• [PROBLEM DESCRIPTION]:
Your answer should be the lines below from the one with "function label(font, color, halo, rows, align" to the one with "context.font = font", both included, given again exactly and with nothing added.

• [DATA SHOWN]:
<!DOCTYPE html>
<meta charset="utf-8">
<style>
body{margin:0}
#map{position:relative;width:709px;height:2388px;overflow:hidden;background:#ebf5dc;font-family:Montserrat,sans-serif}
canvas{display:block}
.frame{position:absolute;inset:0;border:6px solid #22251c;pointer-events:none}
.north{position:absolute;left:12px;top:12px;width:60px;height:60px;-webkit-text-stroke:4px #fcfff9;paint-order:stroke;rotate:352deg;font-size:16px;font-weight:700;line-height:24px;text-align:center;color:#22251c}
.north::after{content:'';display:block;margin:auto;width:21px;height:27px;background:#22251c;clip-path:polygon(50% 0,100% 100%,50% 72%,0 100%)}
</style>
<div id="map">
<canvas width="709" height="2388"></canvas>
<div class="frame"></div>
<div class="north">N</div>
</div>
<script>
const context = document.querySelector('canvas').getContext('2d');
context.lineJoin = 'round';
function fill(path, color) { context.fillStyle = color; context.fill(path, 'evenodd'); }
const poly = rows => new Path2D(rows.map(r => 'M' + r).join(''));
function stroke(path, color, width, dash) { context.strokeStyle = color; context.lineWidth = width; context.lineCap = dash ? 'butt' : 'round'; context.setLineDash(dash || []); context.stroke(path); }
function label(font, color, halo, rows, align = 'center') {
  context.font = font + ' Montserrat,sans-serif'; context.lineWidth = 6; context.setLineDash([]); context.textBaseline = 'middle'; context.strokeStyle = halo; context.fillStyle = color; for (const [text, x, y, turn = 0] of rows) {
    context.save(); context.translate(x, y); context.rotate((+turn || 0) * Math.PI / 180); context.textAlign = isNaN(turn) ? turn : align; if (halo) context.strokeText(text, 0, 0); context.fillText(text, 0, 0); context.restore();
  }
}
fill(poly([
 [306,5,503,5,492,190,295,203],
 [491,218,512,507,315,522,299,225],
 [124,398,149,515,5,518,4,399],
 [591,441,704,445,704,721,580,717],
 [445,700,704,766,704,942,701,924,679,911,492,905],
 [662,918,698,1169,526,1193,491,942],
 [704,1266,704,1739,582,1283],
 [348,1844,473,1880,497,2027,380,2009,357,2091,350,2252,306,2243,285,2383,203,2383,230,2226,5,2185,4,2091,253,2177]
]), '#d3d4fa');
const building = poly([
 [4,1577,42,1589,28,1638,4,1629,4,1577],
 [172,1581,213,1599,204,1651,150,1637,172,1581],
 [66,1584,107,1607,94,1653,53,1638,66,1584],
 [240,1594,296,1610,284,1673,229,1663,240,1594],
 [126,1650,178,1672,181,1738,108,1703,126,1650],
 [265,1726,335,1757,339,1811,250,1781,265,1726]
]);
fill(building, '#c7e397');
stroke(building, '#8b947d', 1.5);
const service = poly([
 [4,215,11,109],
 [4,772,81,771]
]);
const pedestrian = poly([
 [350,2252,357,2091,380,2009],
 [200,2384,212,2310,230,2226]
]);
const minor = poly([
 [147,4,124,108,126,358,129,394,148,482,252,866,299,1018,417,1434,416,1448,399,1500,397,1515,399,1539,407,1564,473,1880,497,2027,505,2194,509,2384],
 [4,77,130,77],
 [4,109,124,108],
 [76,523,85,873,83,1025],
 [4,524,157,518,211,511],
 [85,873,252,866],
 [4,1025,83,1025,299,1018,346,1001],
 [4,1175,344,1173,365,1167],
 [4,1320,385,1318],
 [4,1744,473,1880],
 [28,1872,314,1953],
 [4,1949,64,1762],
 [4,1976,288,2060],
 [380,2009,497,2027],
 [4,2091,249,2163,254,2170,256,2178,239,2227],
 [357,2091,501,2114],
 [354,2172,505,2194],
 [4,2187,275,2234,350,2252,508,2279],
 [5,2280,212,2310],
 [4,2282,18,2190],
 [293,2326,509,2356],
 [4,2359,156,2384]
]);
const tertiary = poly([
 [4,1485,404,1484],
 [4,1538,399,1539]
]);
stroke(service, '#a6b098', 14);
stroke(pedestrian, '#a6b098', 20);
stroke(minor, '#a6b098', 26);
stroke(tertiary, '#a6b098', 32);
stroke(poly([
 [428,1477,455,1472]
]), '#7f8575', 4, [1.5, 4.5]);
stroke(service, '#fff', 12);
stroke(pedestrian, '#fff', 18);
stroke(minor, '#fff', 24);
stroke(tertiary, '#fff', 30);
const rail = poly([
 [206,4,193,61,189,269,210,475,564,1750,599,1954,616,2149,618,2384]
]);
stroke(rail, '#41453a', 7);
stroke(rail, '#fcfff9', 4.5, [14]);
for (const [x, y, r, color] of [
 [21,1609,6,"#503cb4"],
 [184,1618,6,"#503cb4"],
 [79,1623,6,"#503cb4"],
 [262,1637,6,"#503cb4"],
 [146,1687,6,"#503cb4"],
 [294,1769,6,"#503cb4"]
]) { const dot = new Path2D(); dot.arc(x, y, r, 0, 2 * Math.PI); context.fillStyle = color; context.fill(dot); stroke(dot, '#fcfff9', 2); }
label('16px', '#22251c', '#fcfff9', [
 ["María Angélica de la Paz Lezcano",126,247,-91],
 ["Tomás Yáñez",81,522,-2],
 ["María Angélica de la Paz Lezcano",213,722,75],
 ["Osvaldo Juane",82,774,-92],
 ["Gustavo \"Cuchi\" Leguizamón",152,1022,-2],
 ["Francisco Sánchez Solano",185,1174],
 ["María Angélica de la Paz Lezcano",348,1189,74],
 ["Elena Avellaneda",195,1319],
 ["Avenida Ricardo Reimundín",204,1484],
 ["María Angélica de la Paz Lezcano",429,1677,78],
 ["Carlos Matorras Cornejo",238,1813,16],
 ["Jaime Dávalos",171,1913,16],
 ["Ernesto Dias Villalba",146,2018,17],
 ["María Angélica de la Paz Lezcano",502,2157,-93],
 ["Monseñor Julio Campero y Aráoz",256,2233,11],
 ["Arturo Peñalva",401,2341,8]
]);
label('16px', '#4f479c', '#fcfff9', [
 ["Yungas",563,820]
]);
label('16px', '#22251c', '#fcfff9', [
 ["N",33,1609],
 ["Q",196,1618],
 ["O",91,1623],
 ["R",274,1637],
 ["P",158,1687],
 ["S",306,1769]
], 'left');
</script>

• [TASK OUTPUT]:
function label(font, color, halo, rows, align = 'center') {
  context.font = font + ' Montserrat,sans-serif'; context.lineWidth = 6; context.setLineDash([]); context.textBaseline = 'middle'; context.strokeStyle = halo; context.fillStyle = color; for (const [text, x, y, turn = 0] of rows) {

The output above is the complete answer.